■ TASK PROMPT
Look through the data below, and copy each line that carries the word "green".

Data excerpts:
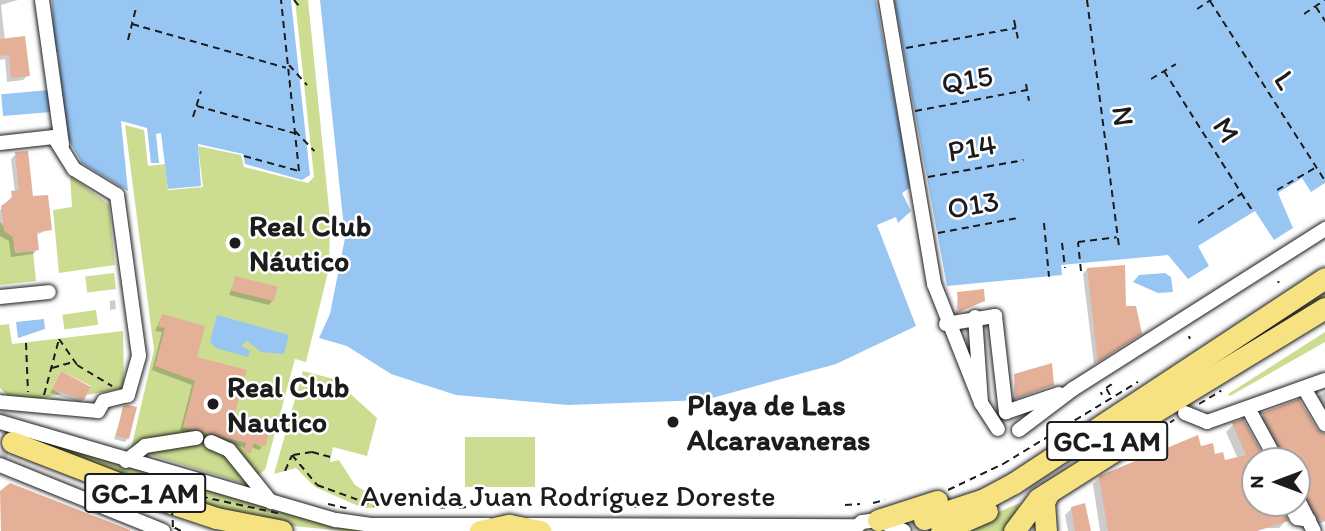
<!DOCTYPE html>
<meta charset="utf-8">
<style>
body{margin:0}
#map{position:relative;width:1325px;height:531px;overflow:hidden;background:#fff;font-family:Itim,sans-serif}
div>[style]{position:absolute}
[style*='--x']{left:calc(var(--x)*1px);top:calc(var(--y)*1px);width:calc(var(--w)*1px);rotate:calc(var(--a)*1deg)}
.green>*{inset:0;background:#ccdc91;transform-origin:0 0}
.water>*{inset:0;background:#98c6f3;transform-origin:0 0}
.shadow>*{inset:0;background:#0003}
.building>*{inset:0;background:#e4b098;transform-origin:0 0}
.highway-tunnel>*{height:21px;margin-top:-10.5px;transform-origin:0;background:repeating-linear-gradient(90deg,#ddd 0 21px,transparent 0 31px)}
.path>*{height:2px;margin-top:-1px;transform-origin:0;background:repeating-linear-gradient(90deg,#1c1c1c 0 7px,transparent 0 12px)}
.roads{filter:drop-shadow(0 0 2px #1c1c1c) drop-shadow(0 0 2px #1c1c1c)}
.minor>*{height:14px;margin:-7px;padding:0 7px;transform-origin:7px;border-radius:7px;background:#fff}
.highway>*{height:21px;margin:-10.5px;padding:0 10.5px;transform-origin:10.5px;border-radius:10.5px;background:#f7e281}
.path-bridge>*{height:2px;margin-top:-1px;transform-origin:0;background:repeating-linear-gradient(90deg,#1c1c1c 0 7px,transparent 0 12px)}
.dots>*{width:19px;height:19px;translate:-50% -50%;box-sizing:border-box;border:4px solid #fff;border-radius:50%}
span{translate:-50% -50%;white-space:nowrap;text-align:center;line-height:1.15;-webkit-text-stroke:5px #fff;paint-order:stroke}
.shield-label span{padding:2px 5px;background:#fff;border:2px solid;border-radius:5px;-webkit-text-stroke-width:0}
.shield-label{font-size:28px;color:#1c1c1c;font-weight:700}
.street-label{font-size:30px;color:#1c1c1c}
.poi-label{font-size:30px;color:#1c1c1c;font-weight:700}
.left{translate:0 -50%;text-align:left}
.north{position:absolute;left:1241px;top:447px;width:70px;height:70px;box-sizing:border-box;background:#fff;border:2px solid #a4a4a4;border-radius:50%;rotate:270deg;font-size:19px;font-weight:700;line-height:28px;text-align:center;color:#1c1c1c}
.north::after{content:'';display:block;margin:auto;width:24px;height:32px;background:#1c1c1c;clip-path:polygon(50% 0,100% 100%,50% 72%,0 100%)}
</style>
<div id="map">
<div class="green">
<div style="clip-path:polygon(295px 0,308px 0,330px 219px,329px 268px,306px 362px,295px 359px,265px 470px,246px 484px,131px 449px,154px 350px,125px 125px,144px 130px,148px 166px,165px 164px,168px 190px,203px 187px,198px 146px,241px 155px,244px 167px,308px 183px,314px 177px)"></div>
<div style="clip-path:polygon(70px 176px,109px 204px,115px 265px,59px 273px,53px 210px,72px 207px)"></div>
<div style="clip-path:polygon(0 222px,13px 237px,15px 253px,33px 251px,36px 281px,0 285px)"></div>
<div style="left:114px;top:273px;width:16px;height:29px;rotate:83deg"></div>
<div style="clip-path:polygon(1325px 289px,1325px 297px,1152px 406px)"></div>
<div style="left:96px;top:310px;width:15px;height:34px;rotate:82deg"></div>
<div style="clip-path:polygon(9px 324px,12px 344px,123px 331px,124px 388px,87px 395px,91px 386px,61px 371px,52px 389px,61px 394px,34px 400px,8px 396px,0 388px,0 325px)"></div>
<div style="clip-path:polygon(1325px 332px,1325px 342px,1230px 396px,1228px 394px)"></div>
<div style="clip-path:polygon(303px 371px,334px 379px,377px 418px,367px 456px,333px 447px,330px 462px,339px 460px,355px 485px,376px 498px,375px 508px,363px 508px,315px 487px,296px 468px,274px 474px)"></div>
<div style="clip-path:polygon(15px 432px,317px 521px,417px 531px,344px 531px,262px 523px,188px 502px)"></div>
<div style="left:465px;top:437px;width:70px;height:50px"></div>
<div style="clip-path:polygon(1020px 503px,1007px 531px,954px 531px)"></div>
</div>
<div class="water">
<div style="clip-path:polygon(52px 0,291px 0,310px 175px,302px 180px,245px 164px,243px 154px,198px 144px,201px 186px,168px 189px,161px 133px,156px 134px,159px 163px,151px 163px,147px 128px,121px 121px,128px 191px,82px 163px,66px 136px,58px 52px,54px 52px)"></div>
<div style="clip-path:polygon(320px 0,876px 0,911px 187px,902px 193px,911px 211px,898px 223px,896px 217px,877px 225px,916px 326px,836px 364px,705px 400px,568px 405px,456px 395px,391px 374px,347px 346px,319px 338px,330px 314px,345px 238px)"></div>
<div style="clip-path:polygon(894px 0,1325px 0,1325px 183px,1311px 192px,1302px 178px,1278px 193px,1293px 228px,1274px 240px,1255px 211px,1198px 246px,1209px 266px,1188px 279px,1168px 255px,1061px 265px,1062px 275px,947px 286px)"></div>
<div style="left:49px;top:90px;width:22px;height:48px;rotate:85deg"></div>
<div style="clip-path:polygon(1165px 273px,1171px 277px,1173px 292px,1158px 293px,1133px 282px,1139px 275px)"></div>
<div style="clip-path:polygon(217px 315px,289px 335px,284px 354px,261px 352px,247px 341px,241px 346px,250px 351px,248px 357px,216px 348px,210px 342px)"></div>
<div style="clip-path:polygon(44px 319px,45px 329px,18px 338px,16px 322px)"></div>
</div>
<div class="shadow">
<div style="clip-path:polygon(0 0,18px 0,1px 5px,5px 41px,28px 75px,23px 80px,7px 82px,5px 59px,0 60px)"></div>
<div style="clip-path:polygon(16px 154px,32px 198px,50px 229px,36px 235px,37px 250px,33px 254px,11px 257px,9px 241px,0 236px,0 210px,15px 193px,11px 159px)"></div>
<div style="clip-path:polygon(1087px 269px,1125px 308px,1135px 338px,1094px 364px,1083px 274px)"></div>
<div style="clip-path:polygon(236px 278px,272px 301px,269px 305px,229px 295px)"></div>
<div style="clip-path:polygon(958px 294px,983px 300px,956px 314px)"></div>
<div style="clip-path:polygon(115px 300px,116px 309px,110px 310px,110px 301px)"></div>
<div style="clip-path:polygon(162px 316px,195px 358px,231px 421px,267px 433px,263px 446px,246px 439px,262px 447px,259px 450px,251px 447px,249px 453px,243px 447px,180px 431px,192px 385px,152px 370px,162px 332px,155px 331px)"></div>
<div style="clip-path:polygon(61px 373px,83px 399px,80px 402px,50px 393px)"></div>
<div style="clip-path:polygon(1015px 376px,1053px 385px,1013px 400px)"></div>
<div style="clip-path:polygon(1325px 392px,1325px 415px,1315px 398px)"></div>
<div style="clip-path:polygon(1299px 401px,1316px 431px,1325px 433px,1325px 521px,1319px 524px,1297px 489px,1297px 461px,1282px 461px,1259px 418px)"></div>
<div style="clip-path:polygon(124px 408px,128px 438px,125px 442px,114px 439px)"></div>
<div style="clip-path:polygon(1233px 425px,1265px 461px,1255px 461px,1255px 503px,1280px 503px,1286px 521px,1279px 528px,1100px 531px,1093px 484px,1100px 477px,1200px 448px,1224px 462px,1238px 459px,1226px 432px)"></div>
<div style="clip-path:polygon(1072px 508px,1089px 531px,1068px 531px,1065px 515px)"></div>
</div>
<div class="building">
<div style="clip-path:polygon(25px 36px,30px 76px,11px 78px,9px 55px,0 56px,0 39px)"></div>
<div style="clip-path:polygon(28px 151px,33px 196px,48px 195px,52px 230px,37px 232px,39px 250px,15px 253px,13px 237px,4px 231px,1px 206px,12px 198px,11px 191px,19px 190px,15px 152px)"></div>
<div style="clip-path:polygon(1125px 265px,1126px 306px,1136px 306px,1142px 334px,1098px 362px,1087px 268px)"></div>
<div style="left:235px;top:276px;width:44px;height:15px;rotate:14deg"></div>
<div style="clip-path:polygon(984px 289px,985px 301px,959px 312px,957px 292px)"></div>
<div style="clip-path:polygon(162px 314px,205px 326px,197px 357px,247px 370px,233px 420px,270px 431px,265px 446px,254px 443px,251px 453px,244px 451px,246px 443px,183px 427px,195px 381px,155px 366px,165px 328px,158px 327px)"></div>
<div style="clip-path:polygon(1052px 363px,1054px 385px,1016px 398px,1014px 374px)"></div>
<div style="clip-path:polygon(61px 371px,91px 387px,84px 400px,52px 389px)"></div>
<div style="clip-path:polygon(1299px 399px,1317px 429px,1325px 434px,1325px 521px,1318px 518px,1297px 482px,1297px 461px,1287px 461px,1262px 413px)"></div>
<div style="clip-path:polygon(128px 405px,137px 407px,129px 439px,116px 436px,123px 406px)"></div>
<div style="clip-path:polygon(1243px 419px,1266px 461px,1255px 461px,1255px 503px,1279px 503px,1288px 521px,1257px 531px,1108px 531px,1099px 476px,1198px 435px,1201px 446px,1213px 443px,1215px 454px,1223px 452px,1225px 460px,1246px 455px,1232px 423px)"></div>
<div style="clip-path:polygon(10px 483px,130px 530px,130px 531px,1px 531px,0 491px)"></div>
<div style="clip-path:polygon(1085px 503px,1091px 531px,1075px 531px,1071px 507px)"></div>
</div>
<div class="highway-tunnel">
<div style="--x:0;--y:452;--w:8;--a:14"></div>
<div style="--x:882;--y:531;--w:44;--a:-15.9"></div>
</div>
<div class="path">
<div style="--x:294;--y:0;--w:8;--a:50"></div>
<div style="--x:1087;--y:0;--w:250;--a:82.6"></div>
<div style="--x:1210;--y:1;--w:214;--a:57.4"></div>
<div style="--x:1316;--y:7;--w:17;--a:57"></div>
<div style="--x:1197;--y:9;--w:17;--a:-33"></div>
<div style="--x:1304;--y:14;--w:25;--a:-34"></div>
<div style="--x:1014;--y:20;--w:19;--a:78"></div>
<div style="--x:132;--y:24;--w:160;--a:15.9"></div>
<div style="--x:128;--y:40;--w:36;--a:-76"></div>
<div style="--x:906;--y:48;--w:112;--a:-10.3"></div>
<div style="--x:289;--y:65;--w:27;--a:48"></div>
<div style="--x:1164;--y:71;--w:167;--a:57.7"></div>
<div style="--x:1151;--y:79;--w:29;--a:-31"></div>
<div style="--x:1026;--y:84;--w:17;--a:80"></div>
<div style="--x:197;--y:106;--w:101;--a:15.6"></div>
<div style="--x:915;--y:111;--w:114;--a:-10.6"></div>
<div style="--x:193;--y:117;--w:27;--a:-73"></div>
<div style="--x:295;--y:131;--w:28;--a:46"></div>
<div style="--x:244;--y:156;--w:57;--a:15.3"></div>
<div style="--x:299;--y:171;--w:172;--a:-96"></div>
<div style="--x:928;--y:177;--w:97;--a:-10"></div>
<div style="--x:1277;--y:190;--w:44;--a:-30.1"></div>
<div style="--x:1044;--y:223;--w:54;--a:84.7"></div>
<div style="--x:1198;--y:223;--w:52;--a:-34"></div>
<div style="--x:938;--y:233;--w:81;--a:-10.6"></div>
<div style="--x:1062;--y:243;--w:25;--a:83"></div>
<div style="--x:1081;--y:271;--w:29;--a:-96"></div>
<div style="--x:1078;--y:242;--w:39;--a:-7"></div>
<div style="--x:1278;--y:281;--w:2;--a:63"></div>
<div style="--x:1189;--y:336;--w:3;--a:72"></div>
<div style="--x:26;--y:343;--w:49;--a:87.7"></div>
<div style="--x:52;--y:368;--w:22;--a:-16"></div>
<div style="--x:1101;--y:392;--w:3;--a:72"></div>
<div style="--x:44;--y:395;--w:58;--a:-75"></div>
<div style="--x:59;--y:339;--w:32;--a:55"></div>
<div style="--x:77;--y:365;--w:41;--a:31"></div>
<div style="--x:1110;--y:395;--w:8;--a:-120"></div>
<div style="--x:1106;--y:388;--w:7;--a:-34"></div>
<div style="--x:1199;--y:404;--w:26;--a:-31"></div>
<div style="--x:1160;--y:429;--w:17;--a:-33"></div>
<div style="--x:293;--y:455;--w:19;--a:-9"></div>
<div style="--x:312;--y:452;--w:20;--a:15"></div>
<div style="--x:285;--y:471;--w:17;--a:-66"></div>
<div style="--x:292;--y:455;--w:39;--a:50"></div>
<div style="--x:317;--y:485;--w:62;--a:19.9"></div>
<div style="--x:948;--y:490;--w:61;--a:-25.3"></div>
<div style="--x:1003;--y:464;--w:158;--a:-31.3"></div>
<div style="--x:873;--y:503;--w:12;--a:-14"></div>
<div style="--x:328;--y:504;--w:23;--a:13"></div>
<div style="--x:845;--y:505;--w:15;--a:-4"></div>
<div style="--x:438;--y:507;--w:8;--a:7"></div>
<div style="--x:613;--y:507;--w:8;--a:0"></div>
<div style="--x:634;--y:507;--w:8;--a:0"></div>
<div style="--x:459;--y:508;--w:7;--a:-8"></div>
</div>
<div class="roads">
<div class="minor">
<div style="--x:42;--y:0;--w:146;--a:82.1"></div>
<div style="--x:886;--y:0;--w:288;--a:80.4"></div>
<div style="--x:934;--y:284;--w:128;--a:68.4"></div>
<div style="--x:0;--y:143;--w:54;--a:-6.3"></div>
<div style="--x:54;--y:137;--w:38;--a:58"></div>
<div style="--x:74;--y:169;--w:50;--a:31.2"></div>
<div style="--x:117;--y:195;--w:162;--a:82.2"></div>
<div style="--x:139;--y:356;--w:41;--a:105.8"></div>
<div style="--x:128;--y:395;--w:25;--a:166"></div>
<div style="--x:104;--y:401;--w:12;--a:121"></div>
<div style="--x:98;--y:411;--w:98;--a:-174.8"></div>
<div style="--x:0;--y:297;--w:49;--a:-5.8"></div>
<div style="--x:975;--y:317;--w:86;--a:86"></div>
<div style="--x:981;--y:403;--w:31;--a:57"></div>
<div style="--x:946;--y:324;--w:50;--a:-9.3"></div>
<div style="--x:995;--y:316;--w:97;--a:83.5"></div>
<div style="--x:1006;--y:412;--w:56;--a:-18.8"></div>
<div style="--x:1304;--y:388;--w:42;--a:59.7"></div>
<div style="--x:1248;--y:408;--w:60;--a:61.3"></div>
<div style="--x:1185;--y:413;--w:24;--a:22"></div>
<div style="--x:1207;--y:422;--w:125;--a:-19.6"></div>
<div style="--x:0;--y:422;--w:350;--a:16.3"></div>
<div style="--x:336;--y:520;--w:37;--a:8"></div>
<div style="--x:373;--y:525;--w:115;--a:0"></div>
<div style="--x:1019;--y:430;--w:68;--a:-37.2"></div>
<div style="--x:1073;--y:389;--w:299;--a:-32.4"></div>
<div style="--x:211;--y:442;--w:20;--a:24"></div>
<div style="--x:229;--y:450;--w:67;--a:51.1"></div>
<div style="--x:126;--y:461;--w:24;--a:-38"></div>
<div style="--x:145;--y:446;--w:52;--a:-8.9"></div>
<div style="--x:0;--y:465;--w:176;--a:22"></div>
<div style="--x:1297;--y:498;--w:37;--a:63"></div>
<div style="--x:1289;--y:503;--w:17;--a:62"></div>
<div style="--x:1297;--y:518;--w:12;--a:9"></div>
<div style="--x:530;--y:525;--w:326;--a:0.2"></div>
<div style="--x:851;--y:531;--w:14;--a:-39"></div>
<div style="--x:862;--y:522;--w:16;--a:-7"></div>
<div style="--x:878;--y:520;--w:28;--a:23"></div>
</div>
<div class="highway">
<div style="--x:1120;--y:433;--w:240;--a:-31.4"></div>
<div style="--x:12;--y:442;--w:161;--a:21.1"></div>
<div style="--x:162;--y:500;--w:57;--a:18.4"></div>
<div style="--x:216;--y:518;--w:67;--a:11.1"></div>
<div style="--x:924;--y:519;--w:63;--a:-18.4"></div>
<div style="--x:984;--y:499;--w:34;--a:-28"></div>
<div style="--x:1014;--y:483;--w:372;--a:-33.4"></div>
<div style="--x:878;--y:520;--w:62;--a:-17.9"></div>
<div style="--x:480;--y:531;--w:30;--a:-12"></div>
<div style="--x:509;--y:525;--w:32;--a:11"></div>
<div style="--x:941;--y:531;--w:50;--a:-23.5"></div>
<div style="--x:1014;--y:531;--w:40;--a:-53"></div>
<div style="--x:1038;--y:499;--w:125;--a:-32.3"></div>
<div style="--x:1046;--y:531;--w:29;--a:-94"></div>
<div style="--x:1044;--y:502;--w:11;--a:-63"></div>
</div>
</div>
<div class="path-bridge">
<div style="--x:181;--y:531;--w:9;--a:-153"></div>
<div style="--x:173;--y:527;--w:17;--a:-93"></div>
<div style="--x:172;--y:510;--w:13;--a:-58"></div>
<div style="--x:179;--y:499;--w:11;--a:-27"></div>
<div style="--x:189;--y:494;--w:95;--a:12.1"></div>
</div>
<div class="dots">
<div style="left:235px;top:243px;background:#1c1c1c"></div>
<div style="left:213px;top:404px;background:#1c1c1c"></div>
<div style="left:673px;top:422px;background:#1c1c1c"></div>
</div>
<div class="shield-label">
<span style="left:1107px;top:441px">GC-1 AM</span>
<span style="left:145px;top:493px">GC-1 AM</span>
</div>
<div class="street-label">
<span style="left:967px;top:80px;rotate:-10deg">Q15</span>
<span style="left:1285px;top:80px;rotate:57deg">L</span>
<span style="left:1123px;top:116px;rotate:83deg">N</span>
<span style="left:1226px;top:130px;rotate:58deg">M</span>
<span style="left:972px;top:148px;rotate:-10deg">P14</span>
<span style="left:973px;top:205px;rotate:-10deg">O13</span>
<span style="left:568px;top:496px">Avenida Juan Rodríguez Doreste</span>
</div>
<div class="poi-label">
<span class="left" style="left:249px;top:243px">Real Club<br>Náutico</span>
<span class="left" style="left:227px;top:404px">Real Club<br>Nautico</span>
<span class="left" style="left:687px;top:422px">Playa de Las<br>Alcaravaneras</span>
</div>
<div class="north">N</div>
</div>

■ RESULT OF THE TASK
.green>*{inset:0;background:#ccdc91;transform-origin:0 0}
<div class="green">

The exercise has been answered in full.